BACKGROUND: Recent evidences have documented that several pharmacologic actions of alpha2-adrenoceptor agonists are mediated via activation of not only alpha2-adrenoceptors, but also by imidazoline receptors, which are nonadrenergic receptors in the central nervous system. However, the effect of imidazoline receptors on the anesthesia is not well known, and it is important to clarify the effects of both receptors on anesthesia. METHODS: Seventy-two rats were anesthetized with halothane, and the anesthetic requirement for halothane was evaluated as minimum alveolar concentration (MAC). The MAC for halothane was determined in the presence of dexmedetomidine (0, 10, 20, and 30 microg/kg, intraperitoneally [IP]), a selective alpha2-adrenoceptor agonist with weak affinity for imidazoline receptors.

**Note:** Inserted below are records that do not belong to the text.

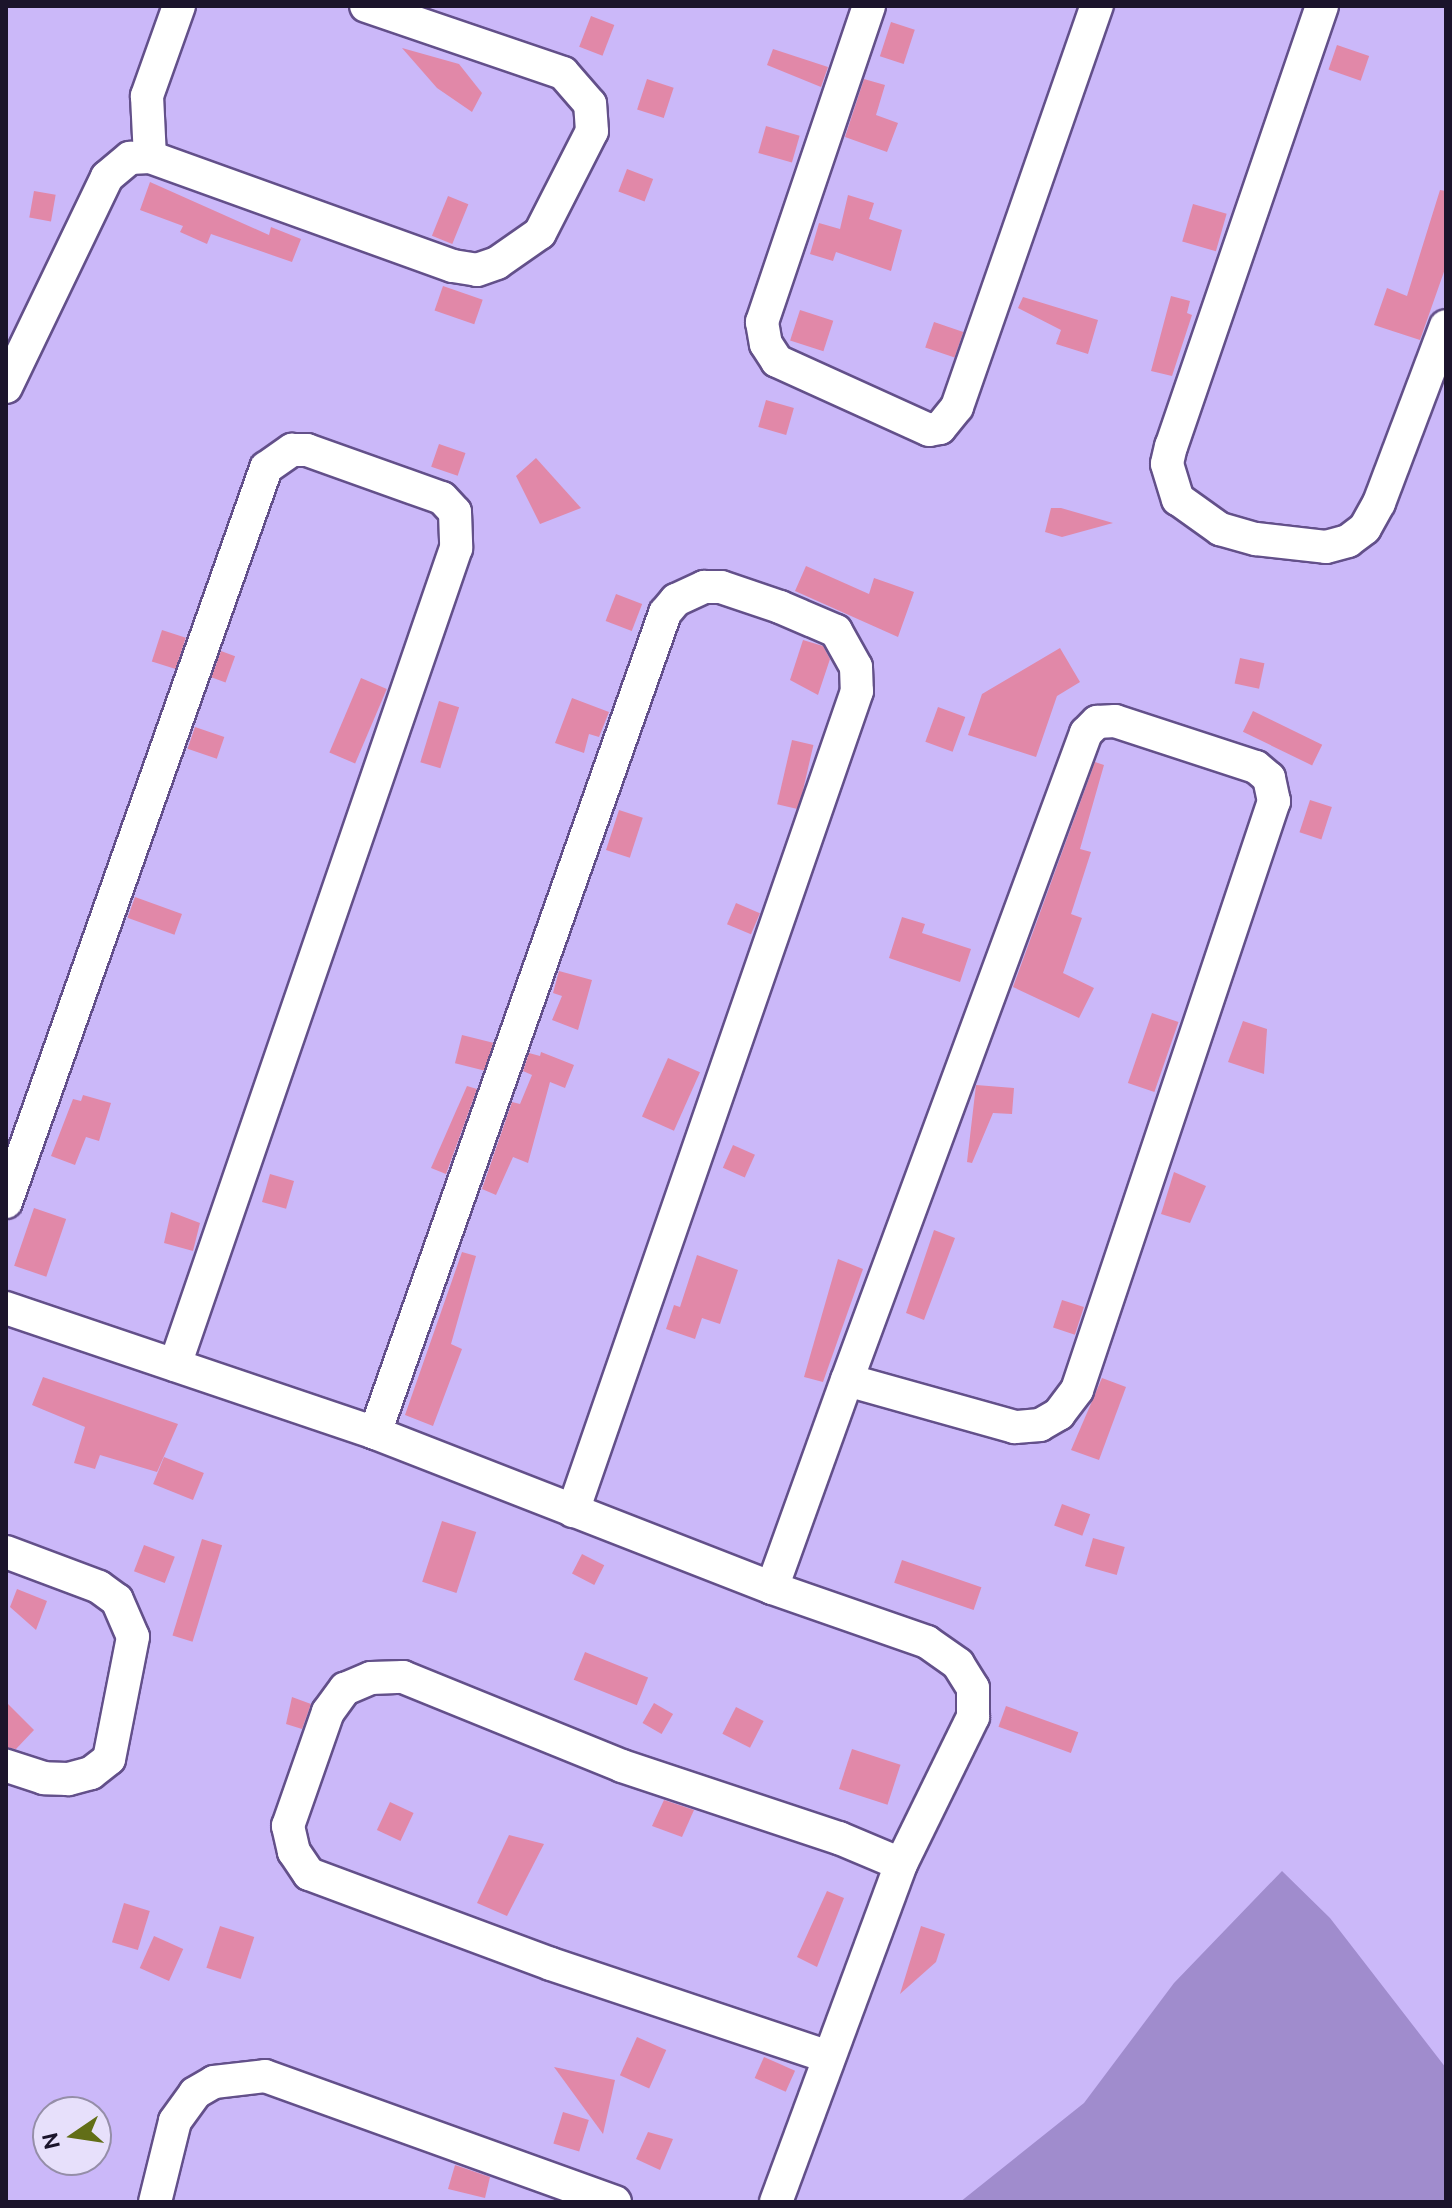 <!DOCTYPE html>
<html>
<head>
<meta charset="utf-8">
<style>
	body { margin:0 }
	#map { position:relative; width:1452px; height:2208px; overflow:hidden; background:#cbb8f9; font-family:Ubuntu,sans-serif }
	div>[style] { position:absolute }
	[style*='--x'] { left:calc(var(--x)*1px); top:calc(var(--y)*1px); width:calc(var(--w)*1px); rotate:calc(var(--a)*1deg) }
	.green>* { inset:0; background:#a08ccd }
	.building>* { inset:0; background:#e188a8; transform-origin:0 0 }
	.roads { filter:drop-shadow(2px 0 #63508a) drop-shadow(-2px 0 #63508a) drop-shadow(0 2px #63508a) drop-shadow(0 -2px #63508a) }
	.minor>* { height:32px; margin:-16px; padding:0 16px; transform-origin:16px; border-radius:16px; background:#fff }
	span { translate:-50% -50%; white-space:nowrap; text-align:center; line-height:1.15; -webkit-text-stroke:6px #e7e0fb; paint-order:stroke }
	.frame { position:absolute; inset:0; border:8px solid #1b142b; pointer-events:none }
	.north { position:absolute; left:32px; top:2096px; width:80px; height:80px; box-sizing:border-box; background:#e7e0fb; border:2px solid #958ea8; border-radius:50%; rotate:257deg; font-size:22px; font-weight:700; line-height:32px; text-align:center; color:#1b142b }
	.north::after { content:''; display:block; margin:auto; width:28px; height:36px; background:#626e17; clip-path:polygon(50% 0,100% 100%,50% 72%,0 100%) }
</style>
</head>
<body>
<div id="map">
	<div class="green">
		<i style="clip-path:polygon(1282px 1871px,1330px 1918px,1446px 2068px,1446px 2202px,960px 2202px,1084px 2103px,1174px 1983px)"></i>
	</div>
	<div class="building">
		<i style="left:591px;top:16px;width:25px;height:33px;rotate:21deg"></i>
		<i style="left:891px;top:22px;width:25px;height:36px;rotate:18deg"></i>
		<i style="left:1337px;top:45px;width:34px;height:26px;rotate:19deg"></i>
		<i style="clip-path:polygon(402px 48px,459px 64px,482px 93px,472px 112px,437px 88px)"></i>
		<i style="clip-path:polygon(773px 49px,828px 67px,821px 87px,767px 65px)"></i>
		<i style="left:647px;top:79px;width:28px;height:32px;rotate:18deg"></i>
		<i style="clip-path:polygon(864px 79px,885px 85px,876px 115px,898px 123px,887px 152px,845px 137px)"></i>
		<i style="left:766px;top:126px;width:35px;height:28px;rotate:16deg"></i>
		<i style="left:627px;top:169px;width:28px;height:24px;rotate:21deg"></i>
		<i style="clip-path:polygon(150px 182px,269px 235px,271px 227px,301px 239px,292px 262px,211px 234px,207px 244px,180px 232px,183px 226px,140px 210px)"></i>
		<i style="clip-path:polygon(1440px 190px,1446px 191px,1446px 266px,1420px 340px,1374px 325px,1387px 288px,1407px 296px)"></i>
		<i style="left:34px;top:191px;width:22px;height:27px;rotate:10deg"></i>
		<i style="clip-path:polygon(848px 195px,874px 203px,869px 219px,902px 230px,891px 271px,836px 252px,833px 261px,810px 254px,819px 223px,840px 229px)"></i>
		<i style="left:448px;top:196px;width:22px;height:43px;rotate:22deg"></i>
		<i style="left:1193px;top:204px;width:35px;height:39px;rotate:16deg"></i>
		<i style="left:443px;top:286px;width:42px;height:26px;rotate:19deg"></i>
		<i style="clip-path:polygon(1171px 296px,1190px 301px,1187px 313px,1192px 315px,1172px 376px,1151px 371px)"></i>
		<i style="clip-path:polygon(1023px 297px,1098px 320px,1088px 354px,1056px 344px,1061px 330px,1018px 308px)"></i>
		<i style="left:800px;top:310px;width:35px;height:32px;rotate:18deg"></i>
		<i style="left:934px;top:322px;width:31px;height:27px;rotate:19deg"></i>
		<i style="left:766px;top:400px;width:29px;height:28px;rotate:16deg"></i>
		<i style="left:439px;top:444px;width:28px;height:24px;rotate:19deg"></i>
		<i style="clip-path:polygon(536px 458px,581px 508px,540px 524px,516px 476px)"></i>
		<i style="clip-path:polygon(1051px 508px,1061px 508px,1113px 523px,1062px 537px,1045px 532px)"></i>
		<i style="clip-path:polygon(806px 566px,869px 594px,874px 578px,914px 592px,898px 637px,795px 591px)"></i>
		<i style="left:616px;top:594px;width:28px;height:29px;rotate:21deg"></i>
		<i style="left:162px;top:630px;width:25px;height:33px;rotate:18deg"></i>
		<i style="clip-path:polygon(803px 640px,823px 646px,830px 659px,818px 695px,790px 680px)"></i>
		<i style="clip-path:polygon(1060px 648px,1080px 682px,1057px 696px,1036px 757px,968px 735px,982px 694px)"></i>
		<i style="left:221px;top:651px;width:15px;height:28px;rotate:20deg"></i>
		<i style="left:1240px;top:658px;width:25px;height:26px;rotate:12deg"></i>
		<i style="left:361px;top:678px;width:28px;height:81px;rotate:23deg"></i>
		<i style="clip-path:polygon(572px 698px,609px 712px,599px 737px,589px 734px,584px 753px,555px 743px)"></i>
		<i style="left:439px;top:701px;width:21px;height:64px;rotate:17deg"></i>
		<i style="left:938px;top:707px;width:29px;height:37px;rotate:20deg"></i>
		<i style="left:1253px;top:711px;width:77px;height:23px;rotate:26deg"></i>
		<i style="left:195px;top:727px;width:31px;height:23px;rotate:19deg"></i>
		<i style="left:792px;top:740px;width:22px;height:66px;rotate:13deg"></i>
		<i style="clip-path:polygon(1095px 762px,1104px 765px,1080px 849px,1091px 852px,1071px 914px,1082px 918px,1063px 973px,1094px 988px,1079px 1018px,1013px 987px)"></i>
		<i style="left:1310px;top:800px;width:23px;height:34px;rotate:18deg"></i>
		<i style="left:619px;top:810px;width:25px;height:42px;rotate:18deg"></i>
		<i style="left:135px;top:897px;width:50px;height:22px;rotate:20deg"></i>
		<i style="left:736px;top:903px;width:26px;height:23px;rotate:23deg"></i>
		<i style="clip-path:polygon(902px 917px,925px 924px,922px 933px,971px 949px,960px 982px,889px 958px)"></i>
		<i style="clip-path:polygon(559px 971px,592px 980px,578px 1030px,552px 1020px,562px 996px,553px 993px)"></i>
		<i style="left:1152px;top:1013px;width:28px;height:74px;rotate:19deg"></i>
		<i style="clip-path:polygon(1243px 1021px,1267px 1029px,1264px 1074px,1228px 1062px)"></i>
		<i style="left:462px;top:1035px;width:32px;height:29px;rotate:14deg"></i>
		<i style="clip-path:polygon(541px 1052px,574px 1065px,565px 1088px,550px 1082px,528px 1163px,513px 1157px,496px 1195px,482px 1189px,512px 1102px,520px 1104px,532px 1075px,523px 1071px,529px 1053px,540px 1056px)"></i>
		<i style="left:668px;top:1058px;width:35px;height:64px;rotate:24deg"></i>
		<i style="clip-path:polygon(976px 1085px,1014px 1088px,1012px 1114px,993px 1113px,972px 1163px,967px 1162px)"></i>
		<i style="clip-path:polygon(467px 1086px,477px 1089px,446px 1174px,431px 1168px)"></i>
		<i style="clip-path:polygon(83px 1095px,111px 1103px,99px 1141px,86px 1137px,75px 1165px,51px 1156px,73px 1099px,81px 1101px)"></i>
		<i style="left:733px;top:1145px;width:24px;height:25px;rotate:24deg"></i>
		<i style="clip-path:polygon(1174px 1172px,1206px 1186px,1190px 1223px,1161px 1214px)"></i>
		<i style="left:270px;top:1174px;width:25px;height:29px;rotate:16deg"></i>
		<i style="left:34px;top:1208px;width:34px;height:61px;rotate:19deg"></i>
		<i style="clip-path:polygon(171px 1212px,200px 1223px,193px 1251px,164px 1243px)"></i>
		<i style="clip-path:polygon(934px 1230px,955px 1238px,924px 1320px,906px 1313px)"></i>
		<i style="clip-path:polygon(462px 1252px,476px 1256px,451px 1344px,462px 1349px,433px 1426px,405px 1415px)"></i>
		<i style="clip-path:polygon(697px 1255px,738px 1270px,720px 1324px,702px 1318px,695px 1339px,666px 1329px,674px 1305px,680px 1307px)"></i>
		<i style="clip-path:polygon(838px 1259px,863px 1269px,823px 1382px,804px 1377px)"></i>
		<i style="left:1062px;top:1300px;width:23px;height:29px;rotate:18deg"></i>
		<i style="clip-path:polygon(43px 1377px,178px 1424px,157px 1472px,100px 1455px,95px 1469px,74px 1463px,85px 1427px,32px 1405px)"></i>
		<i style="clip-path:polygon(1102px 1378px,1126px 1387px,1099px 1460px,1071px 1450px)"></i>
		<i style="left:164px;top:1457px;width:43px;height:29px;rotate:22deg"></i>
		<i style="left:1062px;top:1504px;width:30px;height:23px;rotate:20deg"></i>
		<i style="left:442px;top:1521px;width:36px;height:64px;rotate:18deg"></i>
		<i style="left:1093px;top:1538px;width:33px;height:29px;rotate:16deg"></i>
		<i style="left:202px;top:1539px;width:21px;height:101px;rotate:17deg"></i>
		<i style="left:144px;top:1545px;width:33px;height:28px;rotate:21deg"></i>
		<i style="left:582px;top:1554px;width:25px;height:22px;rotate:27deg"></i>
		<i style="left:902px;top:1560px;width:84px;height:24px;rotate:19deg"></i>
		<i style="clip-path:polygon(17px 1589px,47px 1601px,36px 1630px,10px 1607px)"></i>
		<i style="left:585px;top:1652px;width:68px;height:30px;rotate:22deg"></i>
		<i style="clip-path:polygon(292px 1697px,311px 1704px,302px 1729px,286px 1724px)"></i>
		<i style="clip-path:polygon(6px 1702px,34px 1730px,16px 1749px,6px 1748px)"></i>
		<i style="left:654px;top:1703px;width:22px;height:23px;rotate:30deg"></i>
		<i style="left:1006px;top:1706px;width:77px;height:22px;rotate:20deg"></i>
		<i style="left:736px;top:1707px;width:31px;height:30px;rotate:27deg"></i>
		<i style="left:852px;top:1749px;width:51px;height:42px;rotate:18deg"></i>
		<i style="clip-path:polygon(664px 1800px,694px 1810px,682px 1837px,652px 1826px)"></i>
		<i style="left:390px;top:1802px;width:26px;height:31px;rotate:25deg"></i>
		<i style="clip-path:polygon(509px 1835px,544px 1844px,507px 1916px,477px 1903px)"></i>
		<i style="clip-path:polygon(827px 1891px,844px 1898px,817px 1967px,797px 1957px)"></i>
		<i style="left:124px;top:1903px;width:27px;height:41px;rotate:17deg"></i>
		<i style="left:220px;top:1926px;width:36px;height:44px;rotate:18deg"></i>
		<i style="clip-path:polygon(921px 1926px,945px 1934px,936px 1962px,900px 1994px)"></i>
		<i style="left:154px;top:1936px;width:32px;height:35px;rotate:24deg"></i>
		<i style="left:637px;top:2037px;width:32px;height:42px;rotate:24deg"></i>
		<i style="left:764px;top:2057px;width:34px;height:23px;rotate:24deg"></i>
		<i style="clip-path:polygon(554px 2067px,615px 2080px,603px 2134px)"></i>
		<i style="left:563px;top:2112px;width:27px;height:33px;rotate:17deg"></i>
		<i style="clip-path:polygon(648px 2132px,673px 2139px,660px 2170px,636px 2159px)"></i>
		<i style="clip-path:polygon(455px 2165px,490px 2177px,485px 2198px,448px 2189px)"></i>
	</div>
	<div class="roads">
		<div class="minor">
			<i style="--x:179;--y:6;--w:96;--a:109.6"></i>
			<i style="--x:147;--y:96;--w:61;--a:87.2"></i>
			<i style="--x:150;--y:157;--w:322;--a:19.8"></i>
			<i style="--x:453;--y:266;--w:24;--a:9"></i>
			<i style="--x:477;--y:270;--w:21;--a:-19"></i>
			<i style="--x:497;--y:263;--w:52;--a:-34.9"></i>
			<i style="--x:540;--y:233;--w:114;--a:-63"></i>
			<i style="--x:592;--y:131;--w:27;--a:-94"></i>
			<i style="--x:590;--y:104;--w:41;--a:-131.1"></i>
			<i style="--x:563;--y:73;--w:208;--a:-161.2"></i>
			<i style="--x:869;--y:6;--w:334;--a:108.7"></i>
			<i style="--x:762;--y:322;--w:22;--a:80"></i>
			<i style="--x:766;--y:344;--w:20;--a:57"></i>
			<i style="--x:777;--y:361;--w:167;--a:24.4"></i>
			<i style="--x:929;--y:430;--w:11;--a:-10"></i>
			<i style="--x:940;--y:428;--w:27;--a:-51"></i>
			<i style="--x:957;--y:407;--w:425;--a:-70.8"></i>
			<i style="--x:1322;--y:6;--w:465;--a:108.9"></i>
			<i style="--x:1171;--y:446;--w:18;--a:103"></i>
			<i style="--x:1167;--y:464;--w:37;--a:73"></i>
			<i style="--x:1178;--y:499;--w:52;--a:35.5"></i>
			<i style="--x:1220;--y:529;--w:37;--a:16"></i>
			<i style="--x:1256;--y:539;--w:70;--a:6.5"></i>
			<i style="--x:1326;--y:547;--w:23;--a:-15"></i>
			<i style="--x:1348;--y:541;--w:21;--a:-37"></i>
			<i style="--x:1365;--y:528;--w:29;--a:-61"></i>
			<i style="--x:1379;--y:503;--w:189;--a:-69.3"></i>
			<i style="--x:6;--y:387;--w:233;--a:-64.3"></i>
			<i style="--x:107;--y:177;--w:30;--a:-40"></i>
			<i style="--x:130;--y:158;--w:20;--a:-3"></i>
			<i style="--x:6;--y:1202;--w:779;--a:-70.49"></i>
			<i style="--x:266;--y:468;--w:32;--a:-35"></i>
			<i style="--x:292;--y:450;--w:15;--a:0"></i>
			<i style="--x:307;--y:450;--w:143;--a:19.6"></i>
			<i style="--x:442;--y:498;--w:19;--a:47"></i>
			<i style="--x:455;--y:512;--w:36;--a:88"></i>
			<i style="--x:456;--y:548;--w:864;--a:108.98"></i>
			<i style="--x:6;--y:1308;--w:390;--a:18.7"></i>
			<i style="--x:375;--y:1433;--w:426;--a:21.3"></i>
			<i style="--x:772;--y:1588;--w:164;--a:19.2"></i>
			<i style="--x:927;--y:1642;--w:38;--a:35"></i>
			<i style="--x:958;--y:1664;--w:28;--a:58"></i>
			<i style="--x:973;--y:1688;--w:29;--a:90"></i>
			<i style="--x:973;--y:1717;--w:164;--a:116.1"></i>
			<i style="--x:901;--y:1864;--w:360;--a:110.3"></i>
			<i style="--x:375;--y:1433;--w:870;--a:-70.52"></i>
			<i style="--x:665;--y:613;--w:17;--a:-50"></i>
			<i style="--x:676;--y:600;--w:31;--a:-25"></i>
			<i style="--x:704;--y:587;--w:17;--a:0"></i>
			<i style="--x:721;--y:587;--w:62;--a:18.7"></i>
			<i style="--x:780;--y:607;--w:61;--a:23.2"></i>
			<i style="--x:836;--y:631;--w:41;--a:60.9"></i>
			<i style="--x:856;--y:667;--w:24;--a:88"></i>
			<i style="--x:857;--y:691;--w:868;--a:109.1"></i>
			<i style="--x:6;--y:1552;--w:99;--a:20.6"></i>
			<i style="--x:99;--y:1587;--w:22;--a:36"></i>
			<i style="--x:117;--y:1600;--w:40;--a:66.6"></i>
			<i style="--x:133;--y:1637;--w:124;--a:101.1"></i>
			<i style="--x:109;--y:1759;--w:23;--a:142"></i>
			<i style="--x:91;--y:1773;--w:24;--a:165"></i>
			<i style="--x:68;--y:1779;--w:24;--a:-178"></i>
			<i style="--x:44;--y:1778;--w:40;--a:-162"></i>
			<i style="--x:772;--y:1588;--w:221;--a:-70.2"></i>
			<i style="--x:847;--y:1380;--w:690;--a:-69.73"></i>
			<i style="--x:1086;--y:733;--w:16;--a:-45"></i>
			<i style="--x:1097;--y:722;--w:18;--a:-3"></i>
			<i style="--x:1115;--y:721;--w:148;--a:18.1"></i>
			<i style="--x:1256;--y:767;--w:17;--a:40"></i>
			<i style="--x:1269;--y:778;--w:24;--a:78"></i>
			<i style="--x:1274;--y:801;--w:621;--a:108.49"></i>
			<i style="--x:1077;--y:1390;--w:30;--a:127"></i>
			<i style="--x:1059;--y:1414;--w:22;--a:150"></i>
			<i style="--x:1040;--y:1425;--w:25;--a:175"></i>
			<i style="--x:1015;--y:1427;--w:174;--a:-164.4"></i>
			<i style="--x:829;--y:2057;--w:293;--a:-161.5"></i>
			<i style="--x:551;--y:1964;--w:258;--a:-159.6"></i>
			<i style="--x:309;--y:1874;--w:27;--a:-124"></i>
			<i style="--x:294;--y:1852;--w:27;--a:-103"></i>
			<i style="--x:288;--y:1826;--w:121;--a:-70.7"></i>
			<i style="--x:328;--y:1712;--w:29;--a:-54"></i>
			<i style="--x:345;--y:1689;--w:28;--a:-23"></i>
			<i style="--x:371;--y:1678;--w:32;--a:-2"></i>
			<i style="--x:403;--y:1677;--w:236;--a:22.1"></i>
			<i style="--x:622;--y:1766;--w:229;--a:18.4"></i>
			<i style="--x:839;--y:1838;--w:67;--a:22.8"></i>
			<i style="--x:155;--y:2202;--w:83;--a:-76.1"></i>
			<i style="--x:175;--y:2121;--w:34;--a:-54"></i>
			<i style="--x:195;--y:2093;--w:22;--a:-30"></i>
			<i style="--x:214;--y:2082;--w:51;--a:-6.7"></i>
			<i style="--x:265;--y:2076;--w:372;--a:19.8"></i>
		</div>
	</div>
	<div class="frame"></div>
	<div class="north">N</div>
</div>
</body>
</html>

Then, the authors evaluated the inhibitory effect of rauwolscine (20 mg/kg, IP), an alpha2-adrenoceptor antagonist with little affinity for imidazoline receptors, on the MAC-reducing action of dexmedetomidine (30 microg/kg). Further, the effect of rilmenidine (20, 50, 100, 1000 microg/kg, IP), a selective imidazoline receptor agonist, on the MAC for halothane was also investigated. RESULTS: Dexmedetomidine decreased the MAC for halothane dose-dependently, and this MAC-reducing action of dexmedetomidine was completely blocked by rauwolscine. Rilmenidine alone did not change the MAC for halothane. CONCLUSIONS: The present data indicate that the anesthetic sparing action of dexmedetomidine is most likely mediated through alpha2- adrenoceptors, and the stimulation of imidazoline receptors exerts little effect on the anesthetic requirement for halothane.